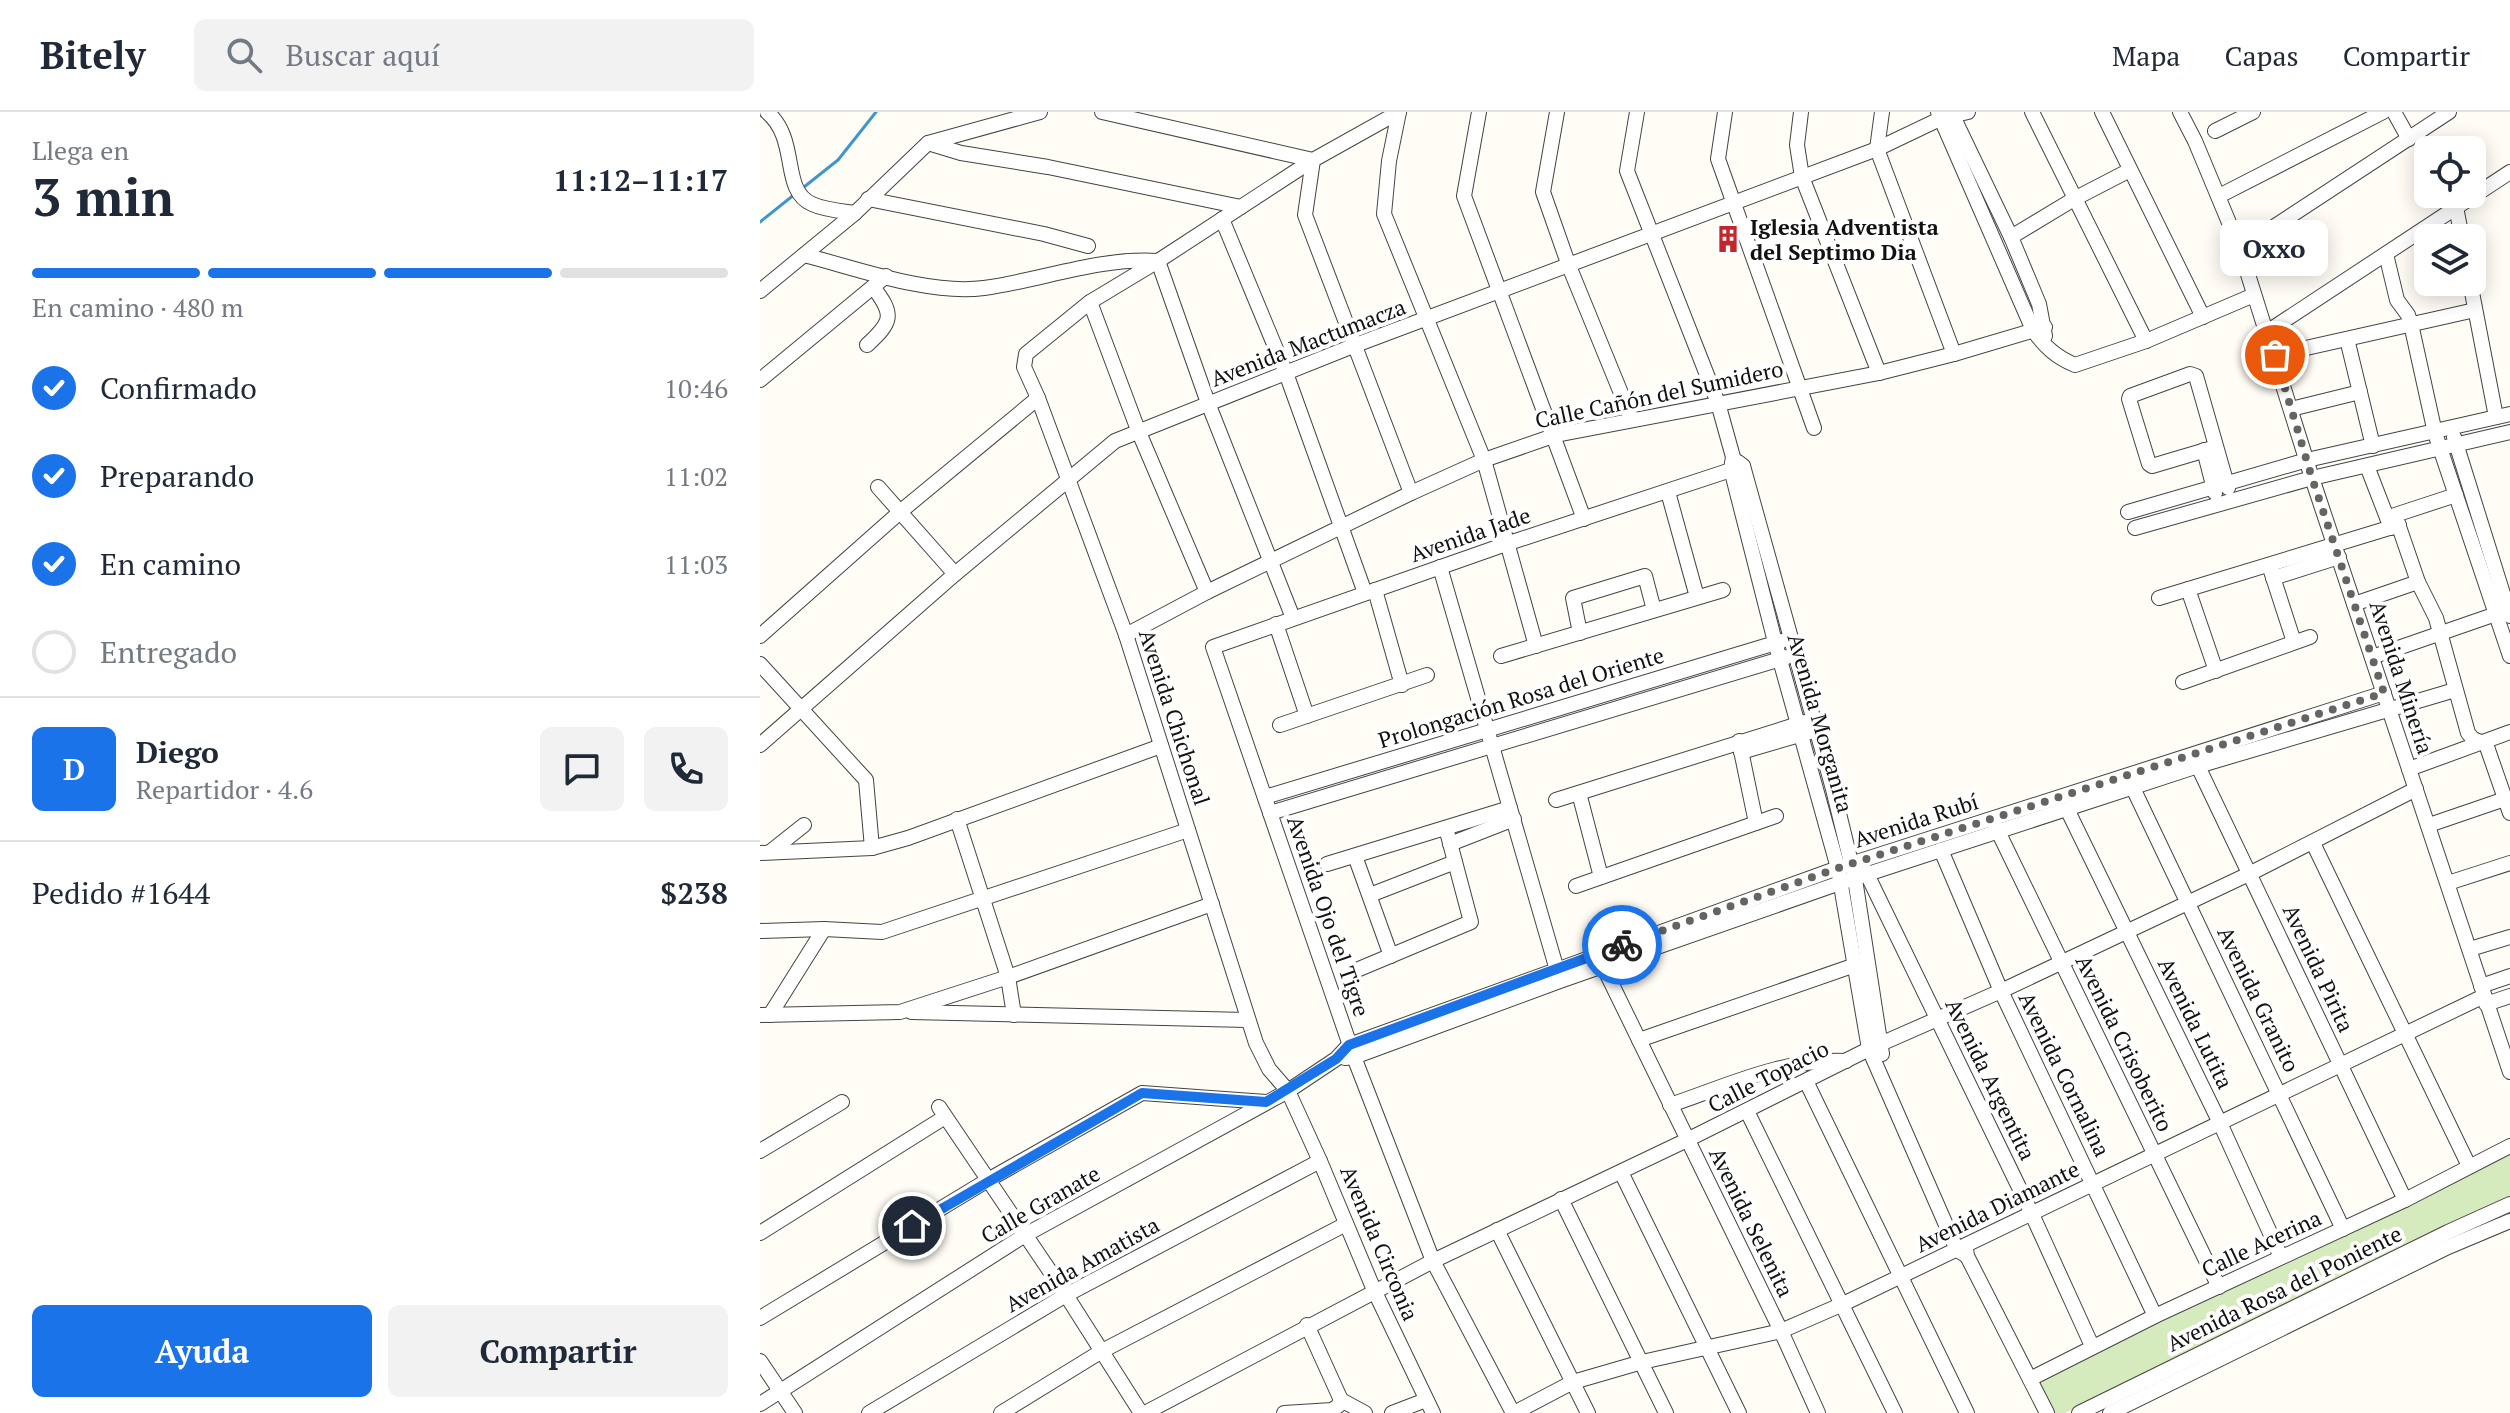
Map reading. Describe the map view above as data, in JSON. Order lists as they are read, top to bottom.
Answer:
{
  "streets": {
    "street": [
      "Avenida Mactumacza",
      "Calle Cañón del Sumidero",
      "Avenida Jade",
      "Avenida Minería",
      "Prolongación Rosa del Oriente",
      "Avenida Chichonal",
      "Avenida Morganita",
      "Avenida Rubí",
      "Avenida Ojo del Tigre",
      "Avenida Pirita",
      "Avenida Granito",
      "Avenida Lutita",
      "Avenida Crisoberito",
      "Avenida Cornalina",
      "Calle Topacio",
      "Avenida Argentita",
      "Calle Granate",
      "Avenida Diamante",
      "Avenida Selenita",
      "Avenida Circonia",
      "Calle Acerina",
      "Avenida Amatista",
      "Avenida Rosa del Poniente"
    ]
  },
  "crossings": [
    ["Avenida Mactumacza", "Avenida Chichonal"],
    ["Avenida Mactumacza", "Avenida Morganita"],
    ["Calle Cañón del Sumidero", "Avenida Chichonal"],
    ["Calle Cañón del Sumidero", "Avenida Morganita"],
    ["Avenida Jade", "Avenida Morganita"],
    ["Avenida Jade", "Avenida Ojo del Tigre"],
    ["Avenida Minería", "Avenida Rubí"],
    ["Avenida Minería", "Calle Topacio"],
    ["Avenida Minería", "Avenida Diamante"],
    ["Prolongación Rosa del Oriente", "Avenida Morganita"],
    ["Prolongación Rosa del Oriente", "Avenida Ojo del Tigre"],
    ["Avenida Chichonal", "Avenida Rubí"],
    ["Avenida Chichonal", "Avenida Circonia"],
    ["Avenida Morganita", "Avenida Rubí"],
    ["Avenida Morganita", "Calle Topacio"],
    ["Avenida Morganita", "Avenida Argentita"],
    ["Avenida Morganita", "Avenida Diamante"],
    ["Avenida Morganita", "Calle Acerina"],
    ["Avenida Rubí", "Avenida Ojo del Tigre"],
    ["Avenida Rubí", "Avenida Pirita"],
    ["Avenida Rubí", "Avenida Granito"],
    ["Avenida Rubí", "Avenida Lutita"],
    ["Avenida Rubí", "Avenida Crisoberito"],
    ["Avenida Rubí", "Avenida Cornalina"],
    ["Avenida Rubí", "Avenida Argentita"],
    ["Avenida Rubí", "Calle Granate"],
    ["Avenida Rubí", "Avenida Selenita"],
    ["Avenida Rubí", "Avenida Circonia"],
    ["Avenida Ojo del Tigre", "Calle Topacio"],
    ["Avenida Ojo del Tigre", "Avenida Diamante"],
    ["Avenida Pirita", "Calle Topacio"],
    ["Avenida Pirita", "Avenida Diamante"],
    ["Avenida Pirita", "Calle Acerina"],
    ["Avenida Granito", "Calle Topacio"],
    ["Avenida Granito", "Avenida Diamante"],
    ["Avenida Granito", "Calle Acerina"],
    ["Avenida Lutita", "Calle Topacio"],
    ["Avenida Lutita", "Avenida Diamante"],
    ["Avenida Lutita", "Calle Acerina"],
    ["Avenida Crisoberito", "Calle Topacio"],
    ["Avenida Crisoberito", "Avenida Diamante"],
    ["Avenida Crisoberito", "Calle Acerina"],
    ["Avenida Cornalina", "Calle Topacio"],
    ["Avenida Cornalina", "Avenida Diamante"],
    ["Avenida Cornalina", "Calle Acerina"],
    ["Calle Topacio", "Avenida Argentita"],
    ["Calle Topacio", "Avenida Selenita"],
    ["Calle Topacio", "Avenida Circonia"],
    ["Avenida Argentita", "Avenida Diamante"],
    ["Avenida Argentita", "Calle Acerina"],
    ["Avenida Diamante", "Avenida Selenita"],
    ["Avenida Circonia", "Avenida Amatista"]
  ],
  "places": {
    "building": ["Iglesia Adventista del Septimo Dia"],
    "other": ["Oxxo"]
  },
  "page": {
    "header": "Bitely",
    "search": "Buscar aquí",
    "nav": ["Mapa", "Capas", "Compartir"],
    "heading": ["3 min", "Llega en", "11:12–11:17"],
    "panel": [
      "Diego",
      "Repartidor · 4.6",
      "Pedido #1644",
      "$238"
    ],
    "bubble": "Oxxo",
    "bar": "En camino · 480 m",
    "list": [
      ["Confirmado", "10:46"],
      ["Preparando", "11:02"],
      ["En camino", "11:03"],
      "Entregado"
    ],
    "round": "D",
    "buttons": ["Ayuda", "Compartir"]
  }
}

- [Exercise directions]: Show every line of the material above in which "Granate" is present.

- [Response area]:
      "Calle Granate",
    ["Avenida Rubí", "Calle Granate"],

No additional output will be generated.